Le Sud regorge de creek, de dolines, de sources et de résurgences qui témoignent de l’importance des réseaux d’eau souterraine. Actuellement ces eaux ne servent pas à la consommation humaine. Considérer de ce fait, comme le fait GN, que leur altération constituerait un impact « faible » est un raccourci que nous ne suivrons pas. L’eau de bonne qualité est une denrée suffisamment rare pour qu’on la préserve là où elle se trouve. Dans cette perspective, même si l’impact écologique du pompage de l’eau dans le Lac de Yaté est limité, la quantité d’eau douce (55 000 M3/ an ) reste considérable, puisqu’elle représente la quantité consommée par la ville de Nouméa
. Il n’y a pas que les hommes qui ont besoin d’une eau de qualité et GN se dispense un peu rapidement d’une étude sur l’impact de l’altération des eaux souterraines sur la santé. D’autant plus que les risques de pollution sont nombreuses : stockage de produits dangereux, déversements accidentels, infiltration, contamination par les déchets ou les eaux usées….

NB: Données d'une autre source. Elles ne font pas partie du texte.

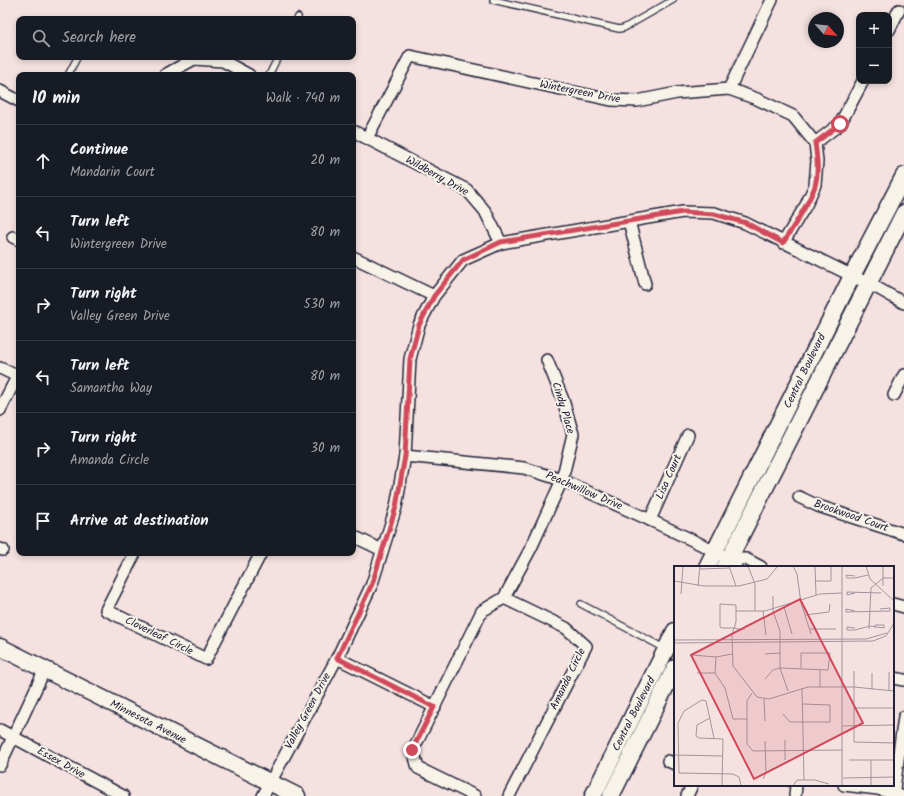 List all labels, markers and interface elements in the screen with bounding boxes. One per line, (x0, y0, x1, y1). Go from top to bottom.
north arrow (808, 12, 844, 48)
map controls (856, 12, 892, 84)
button: + (856, 12, 892, 48)
search box (16, 16, 356, 60)
text: Search here (62, 26, 136, 50)
icon: search (30, 27, 52, 49)
button: − (856, 48, 892, 84)
street label: Wintergreen Drive (538, 75, 622, 109)
text: 10 min (32, 85, 80, 112)
text: Walk · 740 m (266, 88, 340, 109)
route start (831, 115, 849, 133)
text: Continue (70, 138, 128, 162)
icon: ahead (32, 150, 54, 172)
text: 20 m (310, 150, 340, 171)
street label: Wildberry Drive (402, 151, 472, 201)
text: Mandarin Court (70, 162, 155, 183)
text: Turn left (70, 210, 130, 234)
icon: left (32, 222, 54, 244)
text: 80 m (310, 222, 340, 243)
text: Wintergreen Drive (70, 234, 167, 255)
text: Turn right (70, 282, 137, 306)
icon: right (32, 294, 54, 316)
text: 530 m (304, 294, 340, 315)
text: Valley Green Drive (70, 306, 170, 327)
street label: Central Boulevard (779, 330, 831, 412)
text: Turn left (70, 354, 130, 378)
icon: left (32, 366, 54, 388)
text: 80 m (310, 366, 340, 387)
text: Samantha Way (70, 378, 152, 399)
street label: Cindy Place (547, 380, 579, 436)
text: Turn right (70, 426, 137, 450)
icon: right (32, 438, 54, 460)
text: 30 m (311, 438, 340, 459)
text: Amanda Circle (70, 450, 149, 471)
street label: Lisa Court (651, 451, 687, 502)
street label: Peachwillow Drive (543, 467, 625, 515)
street label: Brookwood Court (811, 495, 891, 537)
text: Arrive at destination (70, 509, 209, 533)
icon: arrive (32, 510, 54, 532)
inset map (674, 566, 894, 786)
street label: Cloverleaf Circle (122, 612, 196, 660)
street label: Amanda Circle (545, 645, 591, 713)
street label: Valley Green Drive (280, 669, 336, 752)
street label: Central Boulevard (607, 673, 661, 754)
street label: Minnesota Avenue (107, 695, 189, 749)
route end (403, 741, 421, 759)
street label: Essex Drive (34, 742, 89, 784) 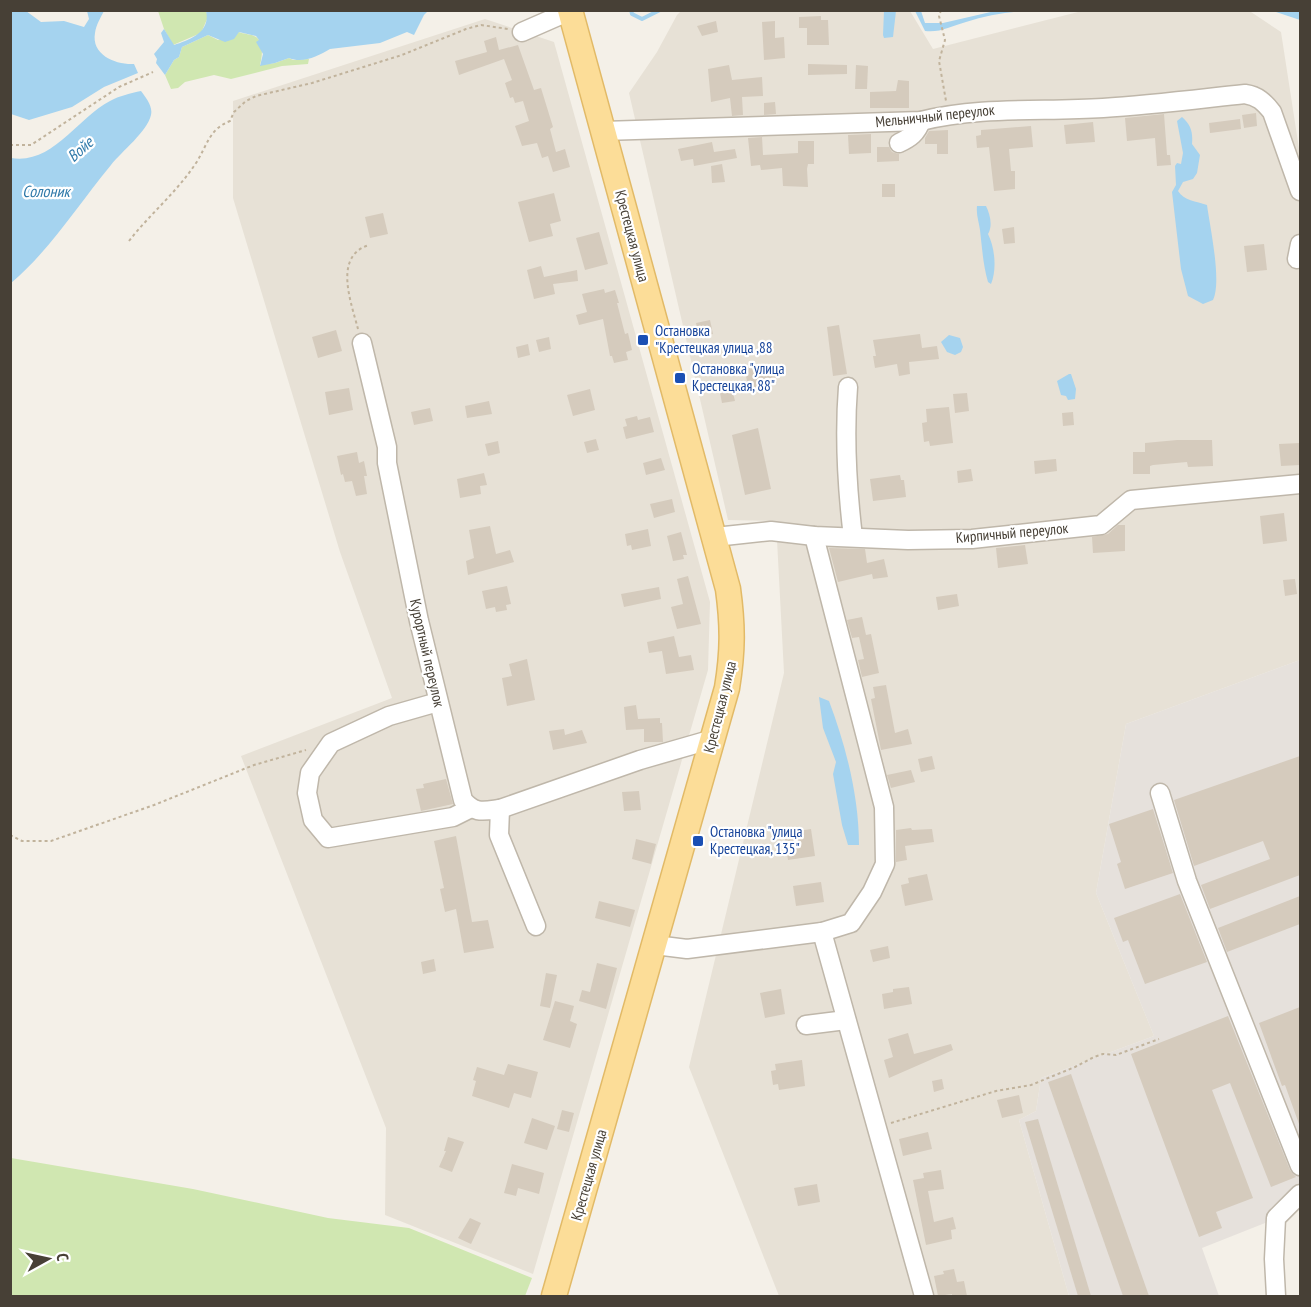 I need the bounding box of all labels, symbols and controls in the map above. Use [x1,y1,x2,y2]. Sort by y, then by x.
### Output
street label: Мельничный переулок [874,100,996,131]
water label: Войе [63,131,98,166]
water label: Солоник [22,181,71,201]
street label: Крестецкая улица [611,188,654,284]
place label: Остановка "Крестецкая улица ,88 [655,321,773,357]
marker: Остановка "Крестецкая улица ,88 [636,333,650,347]
place label: Остановка "улица Крестецкая, 88" [692,359,784,395]
marker: Остановка "улица Крестецкая, 88" [673,371,687,385]
street label: Кирпичный переулок [955,518,1069,547]
street label: Курортный переулок [406,597,449,709]
street label: Крестецкая улица [699,659,740,755]
place label: Остановка "улица Крестецкая, 135" [710,822,802,858]
marker: Остановка "улица Крестецкая, 135" [691,834,705,848]
street label: Крестецкая улица [566,1127,611,1223]
north arrow [18,1229,78,1289]
text: С [52,1252,73,1263] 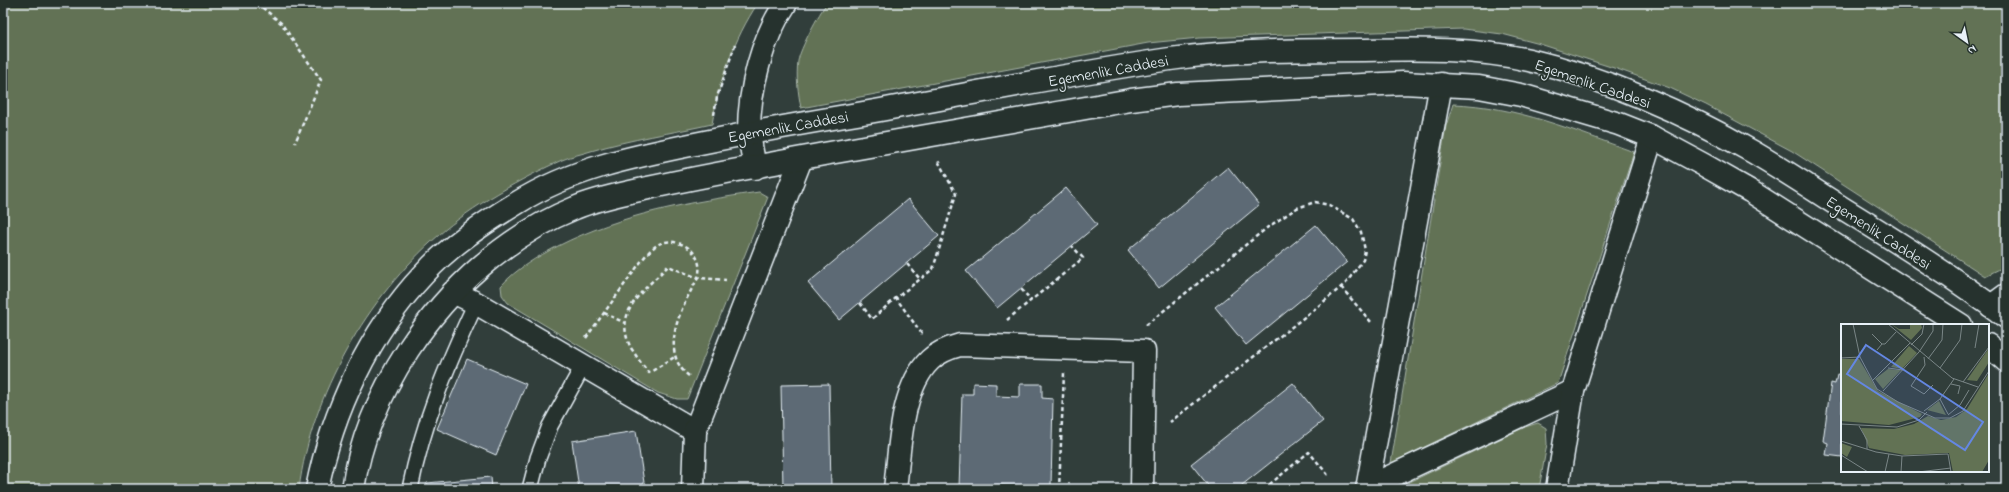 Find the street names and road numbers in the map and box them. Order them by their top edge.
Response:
street label: Egemenlik Caddesi [1046,50,1170,94]
street label: Egemenlik Caddesi [1531,54,1654,116]
street label: Egemenlik Caddesi [726,106,850,150]
street label: Egemenlik Caddesi [1820,190,1936,277] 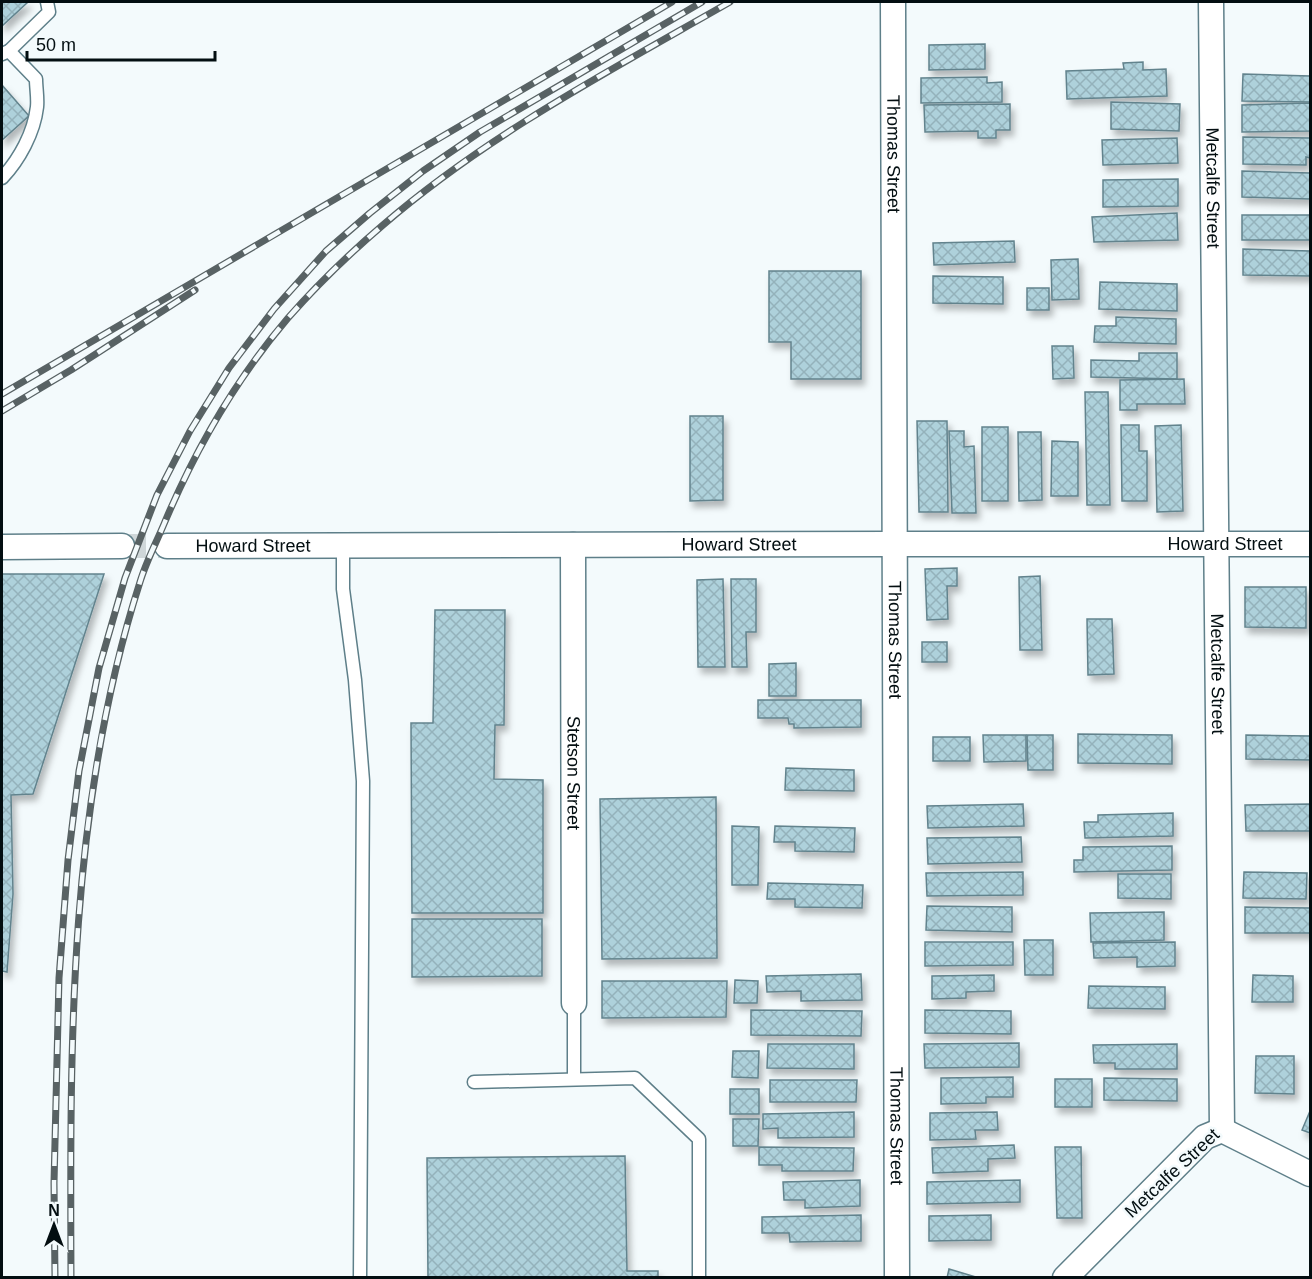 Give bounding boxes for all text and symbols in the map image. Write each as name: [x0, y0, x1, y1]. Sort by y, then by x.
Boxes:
scale bar: [27, 24, 214, 62]
text: 50 m: [36, 35, 76, 55]
street label: Thomas Street: [883, 95, 904, 213]
street label: Metcalfe Street: [1202, 127, 1223, 249]
street label: Howard Street: [681, 534, 797, 555]
street label: Howard Street: [1167, 534, 1283, 554]
street label: Howard Street: [195, 536, 311, 556]
street label: Thomas Street: [885, 581, 905, 699]
street label: Metcalfe Street: [1207, 613, 1228, 735]
street label: Stetson Street: [563, 716, 584, 830]
street label: Thomas Street: [886, 1067, 907, 1185]
street label: Metcalfe Street: [1121, 1124, 1223, 1222]
north arrow: [24, 1195, 84, 1255]
text: N: [48, 1202, 60, 1219]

GN affirme que les déchets de construction seront collectés et éliminés sur place dans des aires de stockage étanches, conformément à la réglementation calédonienne. Cette procédure, qui consiste à gérer sur le chantier même ses déchets, est-elle réglementaire ? De plus, la référence à la réglementation calédonienne n’est pas de nature à rassurer, sachant comment les déchets sont gérés en Nouvelle-Calédonie. GN reconnaît par ailleurs la faiblesse de la réglementation calédonienne. Elle se trouve confirmée par l’assertion : « la gestion des déchets sera conforme à la réglementation calédonienne et prendra en compte les exigences de de la réglementation métropolitaine inspirée des directives européennes, dans la mesure où ces exigences sont compatibles avec celles de la NC. Cette ambiguïté ouvre la porte à des interprétations qui rendra toute application aléatoire.
GN assure réaliser, dans de nombreux domaines, les contrôles de conformité aux normes par le Service Environnement et Permis, interne à son entreprise, ce qui ne garantit aucune fiabilité, ni impartialité en vertu du principe « On ne peut être à la fois juge et partie ». Ces contrôles devraient être effectués par un organisme indépendant et agrée, conformément aux procédures « qualité » qui devraient être en usage pour pareil projet.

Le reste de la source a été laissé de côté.